From Tamsui in New Taipei to Zuoying in Kaohsiung, the world of images of Taiwanese artist SU Wong-shen (b. 1956) is essentially centered on his home.  Beyond the trends of shock-value aesthetics and grand narratives, SU’s works illustrate that an understated humorous tone and quirky artistic expression evolved from regularity is a desirable approach for stirring local identity and establishing a set of local aesthetics.

His distinct bird’s-eye view technique gives an extraordinary visual imagery to his panoramic scenes or narratives. The settings of his work creates a trans-conceptual space, where the various visual variations experienced in flying or soaring impart movement within stillness, and where the center is in all places at all times and any single subject can be the subject of interest.

SU makes frequent use of iconographic symbols, such as animals and trees, while the center of his interest has always been playing with textures. These elements form a habitable and playable perceptual space balanced by a rational allegory and calm tones.

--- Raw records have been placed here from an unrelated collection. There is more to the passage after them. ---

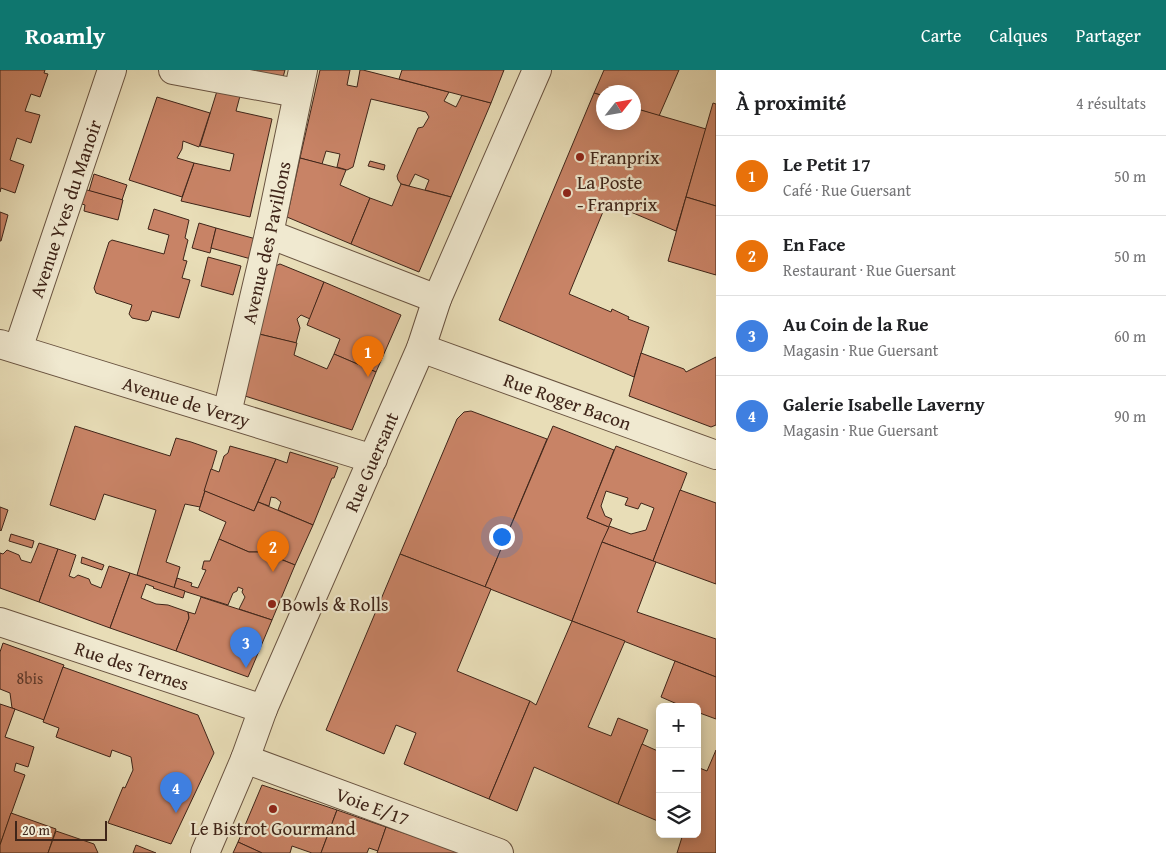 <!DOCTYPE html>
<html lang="fr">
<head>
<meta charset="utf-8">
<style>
  :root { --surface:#fff; --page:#f6f6f6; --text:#202124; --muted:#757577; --line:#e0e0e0; --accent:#0f766e }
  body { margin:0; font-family:"Gentium Book Plus",serif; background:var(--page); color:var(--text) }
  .controls { position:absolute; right:15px; bottom:15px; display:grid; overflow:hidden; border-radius:8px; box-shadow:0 2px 12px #0003 }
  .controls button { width:45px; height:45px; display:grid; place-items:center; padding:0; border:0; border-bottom:1px solid var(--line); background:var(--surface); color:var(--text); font:25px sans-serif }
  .compass { position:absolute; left:596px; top:15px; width:45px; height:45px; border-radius:50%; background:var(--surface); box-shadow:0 2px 12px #0003; rotate:59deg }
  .scale { position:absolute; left:15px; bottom:12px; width:92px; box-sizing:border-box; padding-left:5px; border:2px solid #3f2519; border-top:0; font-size:14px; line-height:18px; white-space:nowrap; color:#3f2519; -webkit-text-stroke:4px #f0e9d0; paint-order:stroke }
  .you { position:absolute; left:501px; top:466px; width:18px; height:18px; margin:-12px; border:4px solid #fff; border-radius:50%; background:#1a73e8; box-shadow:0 0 0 8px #1a73e833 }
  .badge { display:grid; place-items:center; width:32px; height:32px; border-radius:50%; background:var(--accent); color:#fff; font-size:16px; font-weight:700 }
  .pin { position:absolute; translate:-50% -41px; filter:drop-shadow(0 1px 2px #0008) }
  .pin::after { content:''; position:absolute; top:26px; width:18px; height:15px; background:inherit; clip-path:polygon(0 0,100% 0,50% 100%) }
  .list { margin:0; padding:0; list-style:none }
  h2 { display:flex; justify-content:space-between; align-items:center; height:65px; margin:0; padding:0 20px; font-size:21px }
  h2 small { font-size:16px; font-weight:400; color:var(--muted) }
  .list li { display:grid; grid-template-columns:32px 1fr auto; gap:15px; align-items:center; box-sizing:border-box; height:80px; padding:0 20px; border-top:1px solid var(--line) }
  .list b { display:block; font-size:19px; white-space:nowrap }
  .list p { margin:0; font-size:16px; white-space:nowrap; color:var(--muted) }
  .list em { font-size:16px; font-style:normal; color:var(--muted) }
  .icon { flex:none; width:28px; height:28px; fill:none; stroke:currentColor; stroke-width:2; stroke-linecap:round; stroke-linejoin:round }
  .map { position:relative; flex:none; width:716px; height:783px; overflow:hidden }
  header { display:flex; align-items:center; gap:30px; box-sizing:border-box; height:70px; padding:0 25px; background:var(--accent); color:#fff }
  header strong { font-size:24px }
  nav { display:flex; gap:28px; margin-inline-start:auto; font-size:18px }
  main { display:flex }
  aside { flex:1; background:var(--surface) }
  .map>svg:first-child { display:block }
  .building { fill:#c88366; stroke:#3f2519; fill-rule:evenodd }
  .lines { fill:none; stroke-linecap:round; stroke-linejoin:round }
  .minor-casing { stroke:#695340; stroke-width:30 }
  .minor { stroke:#f0e9d0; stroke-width:28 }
  .poi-dot { fill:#8f2418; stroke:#f0e9d0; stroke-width:2 }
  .labels { text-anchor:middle; stroke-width:4.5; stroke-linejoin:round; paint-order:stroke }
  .number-label { font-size:16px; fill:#613c2c }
  .poi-label { font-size:19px; fill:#3f2519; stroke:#f0e9d0; text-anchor:start }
  .street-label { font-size:19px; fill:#3f2519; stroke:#f0e9d0 }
</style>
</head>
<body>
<header>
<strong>Roamly</strong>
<nav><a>Carte</a><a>Calques</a><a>Partager</a></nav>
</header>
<main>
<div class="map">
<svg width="716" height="783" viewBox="0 0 716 783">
  <rect width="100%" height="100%" fill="#e8ddb7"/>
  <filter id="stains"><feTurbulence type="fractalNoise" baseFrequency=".004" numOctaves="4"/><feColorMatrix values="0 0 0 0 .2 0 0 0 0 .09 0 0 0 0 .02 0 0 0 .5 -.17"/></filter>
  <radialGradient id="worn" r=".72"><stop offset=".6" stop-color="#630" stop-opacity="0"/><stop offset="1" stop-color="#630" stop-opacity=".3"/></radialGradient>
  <g class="building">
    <path d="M 0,0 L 45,0 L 44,3 L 48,4 L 40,27 L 31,24 L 25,41 L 40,45 L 31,73 L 17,68 L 10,90 L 24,95 L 15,123 L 1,118 L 0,122 Z"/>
    <path d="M 257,0 L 285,0 L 282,11 L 256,4 Z"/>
    <path d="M 320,0 L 350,0 L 347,15 L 357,17 L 360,0 L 363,0 L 449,22 L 444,31 L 456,37 L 462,25 L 491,33 L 451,127 L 425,120 L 429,110 L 415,104 L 409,116 L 401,114 L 398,110 L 397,106 L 418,58 L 423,57 L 429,47 L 426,42 L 371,29 L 353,97 L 347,100 L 337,97 L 340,84 L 326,81 L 322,94 L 300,88 Z"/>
    <path d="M 402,0 L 504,0 L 491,33 L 399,9 Z"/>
    <path d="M 604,0 L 679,0 L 659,46 L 634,38 L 634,22 L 604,22 L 604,26 L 594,23 Z"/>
    <path d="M 217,21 L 240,26 L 236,41 L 272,49 L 250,147 L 181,131 L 194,93 L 230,101 L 234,84 L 200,76 Z"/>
    <path d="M 594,23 L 604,26 L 604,52 L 634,52 L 634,38 L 706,59 L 676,161 L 607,132 L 569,224 L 611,242 L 612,239 L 629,247 L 628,249 L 649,257 L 634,307 L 499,250 Z"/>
    <path d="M 157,27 L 210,43 L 199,77 L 183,71 L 182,79 L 177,88 L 194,93 L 182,127 L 129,110 Z"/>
    <path d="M 713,33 L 716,34 L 716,136 L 686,127 Z"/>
    <path d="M 300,88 L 346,100 L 340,115 L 370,128 L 351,174 L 287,147 Z"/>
    <path d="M 370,91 L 385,95 L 384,100 L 368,96 Z"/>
    <path d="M 94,104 L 127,115 L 122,130 L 89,121 Z"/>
    <path d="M 401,114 L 451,127 L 419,202 L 351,174 L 370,128 L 392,136 Z"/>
    <path d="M 80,118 L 123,130 L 118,150 L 84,141 L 85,135 L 76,132 Z"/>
    <path d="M 686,127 L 716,136 L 716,205 L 668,191 Z"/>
    <path d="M 154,139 L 189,150 L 185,168 L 188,170 L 183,190 L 187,191 L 182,208 L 190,210 L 179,248 L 152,241 L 149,250 L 146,251 L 132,248 L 129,244 L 132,235 L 96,223 L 94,218 L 109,172 L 112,170 L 164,184 L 169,165 L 148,159 Z"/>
    <path d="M 0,142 L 8,145 L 1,171 L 0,171 Z"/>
    <path d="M 199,153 L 216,158 L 210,183 L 192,178 Z"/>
    <path d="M 216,158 L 256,169 L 251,189 L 211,178 Z"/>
    <path d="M 208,187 L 241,196 L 233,225 L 201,216 Z"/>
    <path d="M 280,194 L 324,212 L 310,249 L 301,245 L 297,249 L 300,258 L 296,273 L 259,264 L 275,196 Z"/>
    <path d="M 324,212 L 401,245 L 376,302 L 334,284 L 340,269 L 307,255 Z"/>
    <path d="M 259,264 L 297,273 L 294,285 L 327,299 L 334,284 L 376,302 L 352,360 L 245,326 Z"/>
    <path d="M 641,283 L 684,299 L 686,302 L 716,287 L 716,355 L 711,357 L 629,326 Z"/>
    <path d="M 471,341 L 547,369 L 485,517 L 400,484 L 457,349 L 464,342 Z"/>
    <path d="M 75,356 L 170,386 L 176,368 L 191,372 L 217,381 L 200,437 L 185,434 L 166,492 L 180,497 L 174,518 L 137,505 L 156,440 L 104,424 L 95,450 L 50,435 Z"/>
    <path d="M 553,356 L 614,380 L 587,448 L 609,457 L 572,551 L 485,517 Z"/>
    <path d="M 230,376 L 276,389 L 254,441 L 204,421 L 211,399 L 219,402 L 224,386 L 228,383 Z"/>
    <path d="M 616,376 L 687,403 L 653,491 L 602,472 L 609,457 L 587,448 ZM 606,421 L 628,428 L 625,435 L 638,439 L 641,433 L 654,438 L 646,460 L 631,464 L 609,456 L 612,449 L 605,446 L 601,436 Z"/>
    <path d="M 290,382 L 338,397 L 334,408 L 332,408 L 313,455 L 278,440 L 281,432 L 276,428 L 271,427 L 269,436 L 258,432 L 276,389 L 287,393 Z"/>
    <path d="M 680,420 L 716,433 L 716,514 L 653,491 Z"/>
    <path d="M 205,421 L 254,441 L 258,432 L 313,455 L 295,495 L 263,482 L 249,482 L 219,469 L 226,452 L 199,440 Z"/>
    <path d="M 0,437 L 8,440 L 1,461 L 0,460 Z"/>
    <path d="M 11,464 L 34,471 L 32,478 L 9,471 Z"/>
    <path d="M 219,469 L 249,482 L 263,482 L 295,495 L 272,550 L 239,539 L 245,527 L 242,522 L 243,519 L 238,517 L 237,521 L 233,523 L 228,535 L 174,518 L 177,508 L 192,513 L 191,516 L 198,518 L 206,500 L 202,499 L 204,491 L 210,491 Z"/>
    <path d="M 602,472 L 656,492 L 637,542 L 716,569 L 716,607 L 572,551 Z"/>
    <path d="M 39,473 L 58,479 L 39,532 L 0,518 L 0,483 L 3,484 L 7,480 L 19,485 L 21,490 L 31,493 Z"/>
    <path d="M 58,479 L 76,485 L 69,506 L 74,508 L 78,505 L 89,509 L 91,514 L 101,518 L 109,496 L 130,503 L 110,558 L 39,532 Z"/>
    <path d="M 400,484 L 491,519 L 457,601 L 530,631 L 489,729 L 404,694 L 416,663 L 396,655 L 384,684 L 326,660 Z"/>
    <path d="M 82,487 L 104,495 L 102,500 L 81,493 Z"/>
    <path d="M 130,503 L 185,521 L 183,528 L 153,518 L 154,517 L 146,514 L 141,528 L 156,534 L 168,535 L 188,542 L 189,548 L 176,581 L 110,558 Z"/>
    <path d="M 201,527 L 272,550 L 248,607 L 176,581 L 189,548 L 188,542 L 195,544 Z"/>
    <path d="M 572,551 L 625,571 L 588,657 L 611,666 L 618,648 L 648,660 L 618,734 L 534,697 L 517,741 L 489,729 L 530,631 L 536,635 Z"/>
    <path d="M 3,573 L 64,595 L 44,650 L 12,638 L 10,623 L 0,619 L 0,582 Z"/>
    <path d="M 675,591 L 716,607 L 716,649 L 697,642 L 697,637 L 684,637 L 661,627 Z"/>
    <path d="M 63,597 L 198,645 L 214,683 L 171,774 L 108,753 L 123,717 L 125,718 L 133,700 L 131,687 L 112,680 L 110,687 L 56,667 L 59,658 L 43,652 Z"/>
    <path d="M 0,634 L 15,639 L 5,667 L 34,677 L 28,697 L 16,693 L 14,701 L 25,705 L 0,775 Z"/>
    <path d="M 642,674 L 660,682 L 660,752 L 618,734 Z"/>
    <path d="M 716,680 L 716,783 L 677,783 L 683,764 L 697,764 L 697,697 L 707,701 Z"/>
    <path d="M 262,715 L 337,740 L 321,783 L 312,783 L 292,776 L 290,783 L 262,783 L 238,772 Z"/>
    <path d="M 337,740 L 386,757 L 378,781 L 369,778 L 367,783 L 321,783 Z"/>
    <path d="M 11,743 L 56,759 L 48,783 L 0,783 L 0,775 Z"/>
    <path d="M 386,757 L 463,783 L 377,783 Z"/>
    <path d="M 56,761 L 94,774 L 98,783 L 48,783 Z"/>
    <path d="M 238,772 L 262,783 L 233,783 Z"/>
    <path d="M 136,775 L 156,783 L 133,783 Z"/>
  </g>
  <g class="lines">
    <defs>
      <g id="minor">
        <path d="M 173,0 L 297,23"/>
        <path d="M 269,164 L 437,229"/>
        <path id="s1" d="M 0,274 L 373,389"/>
        <path id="s2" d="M 421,278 L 716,385"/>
        <path id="s3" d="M 18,279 L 112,0"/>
        <path id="s4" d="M 227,343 L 269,164 L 303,0"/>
        <path id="s5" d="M 0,552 L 263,639"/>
        <path id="s6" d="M 245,689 L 499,783"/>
        <path id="s7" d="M 205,783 L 245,689 L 263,639 L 421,278 L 437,229 L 537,0"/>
      </g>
    </defs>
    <use href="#minor" class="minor-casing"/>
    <use href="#minor" class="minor"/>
  </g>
  <g class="poi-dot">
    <circle cx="580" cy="87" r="5"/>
    <circle cx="567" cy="123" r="5"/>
    <circle cx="272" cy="534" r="5"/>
    <circle cx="273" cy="739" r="5"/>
  </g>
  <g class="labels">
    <g class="number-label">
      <text x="30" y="614">8bis</text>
    </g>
    <g class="poi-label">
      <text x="590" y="94">Franprix</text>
      <text x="577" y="119">La Poste<tspan x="577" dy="22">- Franprix</tspan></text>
      <text x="282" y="541">Bowls &amp; Rolls</text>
      <text x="273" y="765" text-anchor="middle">Le Bistrot Gourmand</text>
    </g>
    <g class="street-label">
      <text dy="7" stroke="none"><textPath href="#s3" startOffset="148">Avenue Yves du Manoir</textPath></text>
      <text dy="7" stroke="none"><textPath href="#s4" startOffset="175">Avenue des Pavillons</textPath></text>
      <text dy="7" stroke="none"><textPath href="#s1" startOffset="195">Avenue de Verzy</textPath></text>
      <text dy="7" stroke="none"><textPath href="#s2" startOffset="156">Rue Roger Bacon</textPath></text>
      <text dy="7" stroke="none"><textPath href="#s7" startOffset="425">Rue Guersant</textPath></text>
      <text dy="7" stroke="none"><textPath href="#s5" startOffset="139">Rue des Ternes</textPath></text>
      <text dy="7" stroke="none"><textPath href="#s6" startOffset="136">Voie E/17</textPath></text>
    </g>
  </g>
  <rect width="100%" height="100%" filter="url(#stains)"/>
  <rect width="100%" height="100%" fill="url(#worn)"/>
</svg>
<div class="controls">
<button>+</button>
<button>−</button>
<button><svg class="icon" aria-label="layers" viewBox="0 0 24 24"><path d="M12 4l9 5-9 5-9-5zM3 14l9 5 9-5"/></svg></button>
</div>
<svg class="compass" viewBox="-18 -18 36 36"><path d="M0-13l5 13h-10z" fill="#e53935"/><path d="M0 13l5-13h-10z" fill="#757577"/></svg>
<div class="scale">20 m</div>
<div class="you"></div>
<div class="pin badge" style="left:368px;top:307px;background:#e8710a">1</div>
<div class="pin badge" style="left:273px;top:502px;background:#e8710a">2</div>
<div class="pin badge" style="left:246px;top:598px;background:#3f7fe0">3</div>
<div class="pin badge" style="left:176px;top:743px;background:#3f7fe0">4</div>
</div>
<aside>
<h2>À proximité<small>4 résultats</small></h2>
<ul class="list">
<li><span class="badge" style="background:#e8710a">1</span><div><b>Le Petit 17</b><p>Café · Rue Guersant</p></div><em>50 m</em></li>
<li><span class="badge" style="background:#e8710a">2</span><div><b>En Face</b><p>Restaurant · Rue Guersant</p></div><em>50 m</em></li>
<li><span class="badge" style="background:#3f7fe0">3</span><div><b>Au Coin de la Rue</b><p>Magasin · Rue Guersant</p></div><em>60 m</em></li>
<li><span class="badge" style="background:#3f7fe0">4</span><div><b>Galerie Isabelle Laverny</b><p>Magasin · Rue Guersant</p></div><em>90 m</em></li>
</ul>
</aside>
</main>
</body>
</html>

Via the actions and composition of the animals, the artist brings the relationship between human beings and their environment to a metaphoric and poetic level.

His artistic accomplishments are ultimately not manifested in the application of trendy concepts or strategic manipulations, but are determined by the employment of alternative thinking and distinctly independent artistic language.